Mozambique Energy Chamber withdraws from London Africa Energies Summit
The Mozambique Energy Chamber (MEC) has announced that its members will withdraw from attending the Africa Energies Summit hosted by Frontier Energy Network in London on May 12 – 14.
The decision follows last week’s call by the African Energy Chamber (AEC) for African oil and gas companies to boycott the upcoming event over local content representation concerns.
There is a growing frustration among African industry stakeholders that platforms claiming to represent Africa’s energy sector fail to reflect the values of inclusion, fairness and local participation, the AEC said in a media statement on March 16.
According to the AEC, Frontier Energy Network, led by its founder and CEO Gayle Meikle and COO Daniel Davidson, has refused to end the policy of not hiring Black professionals and set out a plan for workforce diversity. As the Africa Energies Summit generates most of its revenues from Africa, these practices effectively amount to an intentional lock-out of Black professionals, the chamber stated.
Mozambique Energy Chamber president Florival Mucave said that the behaviour of Frontier’s leadership towards the hiring of Black professionals was something that many Mozambicans and Africans found offensive.
“In 2026, this is not the behaviour that we expect from anyone who uses the name Africa and our oil and gas sector,” he added. “Our members will not be going to London.”
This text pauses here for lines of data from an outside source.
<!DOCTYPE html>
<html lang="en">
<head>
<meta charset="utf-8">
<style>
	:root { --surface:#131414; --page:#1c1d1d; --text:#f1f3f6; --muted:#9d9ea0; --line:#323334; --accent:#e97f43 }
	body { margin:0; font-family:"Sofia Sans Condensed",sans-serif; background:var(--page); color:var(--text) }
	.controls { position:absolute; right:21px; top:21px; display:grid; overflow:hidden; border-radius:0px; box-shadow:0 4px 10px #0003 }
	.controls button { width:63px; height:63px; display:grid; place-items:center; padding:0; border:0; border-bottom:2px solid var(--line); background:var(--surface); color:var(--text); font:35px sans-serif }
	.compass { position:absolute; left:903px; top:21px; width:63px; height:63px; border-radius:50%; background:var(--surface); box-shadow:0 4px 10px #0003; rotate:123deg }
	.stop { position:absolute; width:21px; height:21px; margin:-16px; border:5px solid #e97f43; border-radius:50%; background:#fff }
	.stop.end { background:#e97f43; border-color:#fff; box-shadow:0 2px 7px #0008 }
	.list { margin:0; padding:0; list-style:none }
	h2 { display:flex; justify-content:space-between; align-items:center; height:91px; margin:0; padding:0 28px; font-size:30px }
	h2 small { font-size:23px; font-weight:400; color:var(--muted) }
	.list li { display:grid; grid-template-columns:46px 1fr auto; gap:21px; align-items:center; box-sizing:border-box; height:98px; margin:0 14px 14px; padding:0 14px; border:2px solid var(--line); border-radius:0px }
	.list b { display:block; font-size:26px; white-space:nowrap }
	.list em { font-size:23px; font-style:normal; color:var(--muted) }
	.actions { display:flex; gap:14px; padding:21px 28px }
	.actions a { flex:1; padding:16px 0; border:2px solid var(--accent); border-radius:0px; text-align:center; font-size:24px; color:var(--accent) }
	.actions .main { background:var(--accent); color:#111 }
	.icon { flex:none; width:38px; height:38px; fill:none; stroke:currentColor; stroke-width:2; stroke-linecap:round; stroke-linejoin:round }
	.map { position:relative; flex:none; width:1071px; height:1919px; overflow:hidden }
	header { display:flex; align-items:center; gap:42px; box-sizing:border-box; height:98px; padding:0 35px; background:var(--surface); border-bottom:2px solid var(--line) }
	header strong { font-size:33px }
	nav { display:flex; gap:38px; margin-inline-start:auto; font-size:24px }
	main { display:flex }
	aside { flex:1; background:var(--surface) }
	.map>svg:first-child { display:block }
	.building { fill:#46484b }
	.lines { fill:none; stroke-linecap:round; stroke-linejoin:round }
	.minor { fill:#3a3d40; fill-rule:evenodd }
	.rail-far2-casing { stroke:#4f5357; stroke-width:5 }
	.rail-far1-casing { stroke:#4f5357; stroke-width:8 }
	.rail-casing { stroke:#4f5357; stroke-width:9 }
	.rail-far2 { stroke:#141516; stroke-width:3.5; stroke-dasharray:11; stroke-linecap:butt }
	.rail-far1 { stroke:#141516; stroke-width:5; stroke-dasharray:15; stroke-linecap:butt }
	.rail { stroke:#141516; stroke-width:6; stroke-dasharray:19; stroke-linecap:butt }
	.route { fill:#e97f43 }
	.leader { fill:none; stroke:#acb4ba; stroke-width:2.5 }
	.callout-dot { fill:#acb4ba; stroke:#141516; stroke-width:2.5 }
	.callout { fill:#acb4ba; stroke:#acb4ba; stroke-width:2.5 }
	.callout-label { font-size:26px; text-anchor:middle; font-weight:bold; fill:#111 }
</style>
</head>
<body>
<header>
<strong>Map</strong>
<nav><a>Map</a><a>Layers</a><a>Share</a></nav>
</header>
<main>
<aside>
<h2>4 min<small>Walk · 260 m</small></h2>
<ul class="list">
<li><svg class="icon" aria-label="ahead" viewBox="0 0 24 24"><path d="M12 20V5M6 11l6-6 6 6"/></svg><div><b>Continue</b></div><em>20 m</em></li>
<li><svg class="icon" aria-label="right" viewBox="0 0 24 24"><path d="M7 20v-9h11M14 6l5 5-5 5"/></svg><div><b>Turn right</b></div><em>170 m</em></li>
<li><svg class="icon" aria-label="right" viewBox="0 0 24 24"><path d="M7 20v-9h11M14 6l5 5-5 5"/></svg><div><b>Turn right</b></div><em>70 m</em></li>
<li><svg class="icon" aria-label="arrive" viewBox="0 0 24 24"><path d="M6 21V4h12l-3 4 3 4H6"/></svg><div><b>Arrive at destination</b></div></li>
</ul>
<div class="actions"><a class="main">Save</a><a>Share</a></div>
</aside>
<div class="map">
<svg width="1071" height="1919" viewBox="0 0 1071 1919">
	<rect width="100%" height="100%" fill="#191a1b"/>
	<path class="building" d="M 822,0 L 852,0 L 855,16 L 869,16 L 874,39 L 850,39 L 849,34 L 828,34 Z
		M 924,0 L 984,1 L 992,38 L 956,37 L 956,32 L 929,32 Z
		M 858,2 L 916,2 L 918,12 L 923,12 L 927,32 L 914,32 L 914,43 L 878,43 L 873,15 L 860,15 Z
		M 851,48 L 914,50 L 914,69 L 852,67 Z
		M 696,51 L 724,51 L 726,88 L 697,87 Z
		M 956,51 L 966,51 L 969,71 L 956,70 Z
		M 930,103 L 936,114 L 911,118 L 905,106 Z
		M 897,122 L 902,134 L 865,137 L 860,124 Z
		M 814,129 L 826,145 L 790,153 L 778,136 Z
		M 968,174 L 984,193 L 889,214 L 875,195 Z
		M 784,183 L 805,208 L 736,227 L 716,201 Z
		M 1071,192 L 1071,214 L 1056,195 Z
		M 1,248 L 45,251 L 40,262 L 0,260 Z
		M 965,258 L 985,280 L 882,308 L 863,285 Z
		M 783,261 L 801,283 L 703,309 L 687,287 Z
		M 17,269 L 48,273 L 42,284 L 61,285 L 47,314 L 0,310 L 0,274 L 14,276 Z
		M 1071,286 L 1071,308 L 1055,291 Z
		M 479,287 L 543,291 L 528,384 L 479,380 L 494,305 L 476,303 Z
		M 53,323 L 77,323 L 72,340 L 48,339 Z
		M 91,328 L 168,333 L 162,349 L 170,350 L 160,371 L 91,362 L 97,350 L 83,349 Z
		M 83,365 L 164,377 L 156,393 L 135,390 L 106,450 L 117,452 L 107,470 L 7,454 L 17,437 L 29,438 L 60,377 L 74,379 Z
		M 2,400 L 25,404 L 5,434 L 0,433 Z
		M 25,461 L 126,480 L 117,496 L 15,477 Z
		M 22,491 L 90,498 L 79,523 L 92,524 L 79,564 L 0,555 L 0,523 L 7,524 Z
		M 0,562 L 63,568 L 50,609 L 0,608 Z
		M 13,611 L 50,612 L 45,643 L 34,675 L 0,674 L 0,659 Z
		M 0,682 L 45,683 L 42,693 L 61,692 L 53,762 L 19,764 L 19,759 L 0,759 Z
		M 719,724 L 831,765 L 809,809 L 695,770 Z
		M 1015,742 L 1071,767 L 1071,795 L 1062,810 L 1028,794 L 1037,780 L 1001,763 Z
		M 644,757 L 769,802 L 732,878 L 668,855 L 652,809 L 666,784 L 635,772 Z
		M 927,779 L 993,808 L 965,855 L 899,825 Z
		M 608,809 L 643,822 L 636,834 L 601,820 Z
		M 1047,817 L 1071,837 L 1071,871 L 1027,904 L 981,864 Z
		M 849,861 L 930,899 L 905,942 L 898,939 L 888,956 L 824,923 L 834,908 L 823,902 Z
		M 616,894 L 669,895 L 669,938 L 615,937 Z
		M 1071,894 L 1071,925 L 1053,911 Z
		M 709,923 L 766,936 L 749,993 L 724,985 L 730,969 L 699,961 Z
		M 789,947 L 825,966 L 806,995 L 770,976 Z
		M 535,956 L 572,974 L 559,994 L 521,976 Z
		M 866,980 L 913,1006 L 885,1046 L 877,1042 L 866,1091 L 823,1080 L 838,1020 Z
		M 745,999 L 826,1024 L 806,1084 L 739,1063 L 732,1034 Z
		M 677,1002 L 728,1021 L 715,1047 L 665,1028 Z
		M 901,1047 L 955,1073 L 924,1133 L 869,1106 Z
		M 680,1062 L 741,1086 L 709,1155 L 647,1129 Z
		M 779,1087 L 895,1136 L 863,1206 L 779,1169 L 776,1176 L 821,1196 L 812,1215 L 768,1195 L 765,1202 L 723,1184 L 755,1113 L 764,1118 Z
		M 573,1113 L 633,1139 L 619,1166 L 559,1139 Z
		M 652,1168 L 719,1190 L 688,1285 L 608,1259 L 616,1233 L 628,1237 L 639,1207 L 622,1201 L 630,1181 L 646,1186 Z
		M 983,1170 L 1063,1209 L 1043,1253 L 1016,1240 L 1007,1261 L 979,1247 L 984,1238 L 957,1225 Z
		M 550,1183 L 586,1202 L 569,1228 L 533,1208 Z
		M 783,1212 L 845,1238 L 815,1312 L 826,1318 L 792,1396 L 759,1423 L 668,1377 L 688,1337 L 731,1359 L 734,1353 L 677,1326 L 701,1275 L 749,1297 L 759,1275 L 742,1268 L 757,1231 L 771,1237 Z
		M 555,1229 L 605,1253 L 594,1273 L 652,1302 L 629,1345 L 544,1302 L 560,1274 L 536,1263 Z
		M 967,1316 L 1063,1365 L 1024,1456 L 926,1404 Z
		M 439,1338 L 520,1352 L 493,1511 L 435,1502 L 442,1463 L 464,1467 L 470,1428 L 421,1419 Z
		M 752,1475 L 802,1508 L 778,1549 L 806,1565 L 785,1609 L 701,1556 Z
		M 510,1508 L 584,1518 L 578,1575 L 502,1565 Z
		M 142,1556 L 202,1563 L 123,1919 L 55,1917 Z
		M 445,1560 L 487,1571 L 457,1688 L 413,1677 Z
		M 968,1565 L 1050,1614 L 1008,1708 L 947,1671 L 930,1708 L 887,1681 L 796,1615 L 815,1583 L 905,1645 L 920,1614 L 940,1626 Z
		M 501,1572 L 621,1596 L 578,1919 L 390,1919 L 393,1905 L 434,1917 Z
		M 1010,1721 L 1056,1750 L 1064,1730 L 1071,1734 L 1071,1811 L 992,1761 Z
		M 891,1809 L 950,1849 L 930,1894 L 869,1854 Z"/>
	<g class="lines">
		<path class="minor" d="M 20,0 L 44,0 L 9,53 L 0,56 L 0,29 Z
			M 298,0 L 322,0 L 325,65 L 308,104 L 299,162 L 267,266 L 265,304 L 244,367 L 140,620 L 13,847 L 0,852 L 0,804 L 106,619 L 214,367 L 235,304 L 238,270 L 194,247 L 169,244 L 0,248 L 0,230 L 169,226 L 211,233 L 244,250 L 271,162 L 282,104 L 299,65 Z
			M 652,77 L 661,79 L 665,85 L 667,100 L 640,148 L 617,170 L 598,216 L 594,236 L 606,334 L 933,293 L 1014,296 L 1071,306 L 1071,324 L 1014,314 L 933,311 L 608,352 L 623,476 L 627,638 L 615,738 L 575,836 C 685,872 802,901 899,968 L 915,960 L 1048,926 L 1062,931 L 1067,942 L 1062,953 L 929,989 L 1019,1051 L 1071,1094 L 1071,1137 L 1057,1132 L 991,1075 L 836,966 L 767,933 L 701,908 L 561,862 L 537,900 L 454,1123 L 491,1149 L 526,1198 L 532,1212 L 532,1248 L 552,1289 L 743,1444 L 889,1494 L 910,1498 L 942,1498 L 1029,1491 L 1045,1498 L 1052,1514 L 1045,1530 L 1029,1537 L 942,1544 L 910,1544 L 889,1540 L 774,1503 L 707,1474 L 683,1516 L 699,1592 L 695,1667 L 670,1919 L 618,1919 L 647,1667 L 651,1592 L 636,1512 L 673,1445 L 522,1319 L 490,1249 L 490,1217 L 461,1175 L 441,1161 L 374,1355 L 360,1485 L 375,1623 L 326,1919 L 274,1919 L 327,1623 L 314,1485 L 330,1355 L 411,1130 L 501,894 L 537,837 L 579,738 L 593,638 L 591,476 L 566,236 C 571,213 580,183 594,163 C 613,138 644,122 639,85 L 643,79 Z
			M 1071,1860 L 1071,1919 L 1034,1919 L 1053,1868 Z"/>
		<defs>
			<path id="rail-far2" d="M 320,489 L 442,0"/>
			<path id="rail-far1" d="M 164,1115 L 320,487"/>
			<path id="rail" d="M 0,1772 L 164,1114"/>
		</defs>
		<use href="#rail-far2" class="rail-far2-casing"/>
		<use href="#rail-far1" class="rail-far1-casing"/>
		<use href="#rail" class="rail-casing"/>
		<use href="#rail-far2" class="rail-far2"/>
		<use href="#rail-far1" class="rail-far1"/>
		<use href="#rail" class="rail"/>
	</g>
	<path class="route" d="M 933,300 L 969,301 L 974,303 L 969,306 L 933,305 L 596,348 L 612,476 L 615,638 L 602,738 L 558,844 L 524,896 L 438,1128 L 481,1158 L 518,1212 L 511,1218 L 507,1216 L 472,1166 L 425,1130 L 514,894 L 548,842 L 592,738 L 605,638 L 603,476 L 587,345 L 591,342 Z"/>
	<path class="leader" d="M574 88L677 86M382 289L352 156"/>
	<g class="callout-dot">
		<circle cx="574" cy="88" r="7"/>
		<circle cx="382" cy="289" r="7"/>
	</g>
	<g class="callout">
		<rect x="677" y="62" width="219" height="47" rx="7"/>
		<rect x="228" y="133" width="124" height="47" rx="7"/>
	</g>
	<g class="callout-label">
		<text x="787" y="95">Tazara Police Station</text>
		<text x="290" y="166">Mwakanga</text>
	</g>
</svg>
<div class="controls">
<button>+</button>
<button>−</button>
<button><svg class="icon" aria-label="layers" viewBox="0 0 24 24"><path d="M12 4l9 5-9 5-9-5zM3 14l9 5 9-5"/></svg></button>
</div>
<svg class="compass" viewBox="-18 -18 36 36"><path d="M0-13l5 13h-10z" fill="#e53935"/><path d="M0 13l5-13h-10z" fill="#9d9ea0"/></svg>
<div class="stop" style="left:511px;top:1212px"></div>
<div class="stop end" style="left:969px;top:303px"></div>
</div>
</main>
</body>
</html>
Mozambique’s withdrawal from the summit is significant given its growing role in the global gas market. The country holds some of the largest recent gas discoveries and is becoming an important player in the LNG sector. After delays over security issues in the region, major projects are now moving forward again.
The Mozambique LNG project by France’s supermajor TotalEnergies (EPA/NYSE/LSE:TTE) fully restarted in January 2026 after force majeure was lifted in 2025, with construction resuming and thousands of workers on site, most of them local. First LNG is expected in 2029.
Meanwhile, the Rovuma LNG project, led by US energy giant ExxonMobil (NYSE:XOM) is progressing toward a final investment decision (FID) in 2026. Major offshore projects are also moving ahead with Italy’s Eni (BIT:ENI, NYSE:E) advancing its Coral North FLNG project, which reached FID in 2025 and is on track to start operations in 2028.
“Mozambique understands all too well what it means when citizens are not happy with the oil and gas sector,” Mucave noted. “We saw a response with the uprising in the north that stalled major gas projects. Our country is experiencing big debates around local content and community involvement.”
As Mozambique’s major gas projects return to the development pipeline, the industry leaders should ensure that the sector remains inclusive and supportive of African professionals. The MEC believes it will be critical not only for Mozambique’s success but also for the credibility of Africa’s broader energy narrative.
“Failure to maintain an oil and gas industry culture that fosters innovation, collaboration and inclusion in Africa will only disrupt gas operations, create doubts about the industry and adversely affect our industry as well as our future success both for Mozambicans and Africans,” Mucave said. “The oil industry should not destroy the goodwill Africans have shown to them over the last few years by supporting platforms that Africans see as insulting to their children,” he concluded.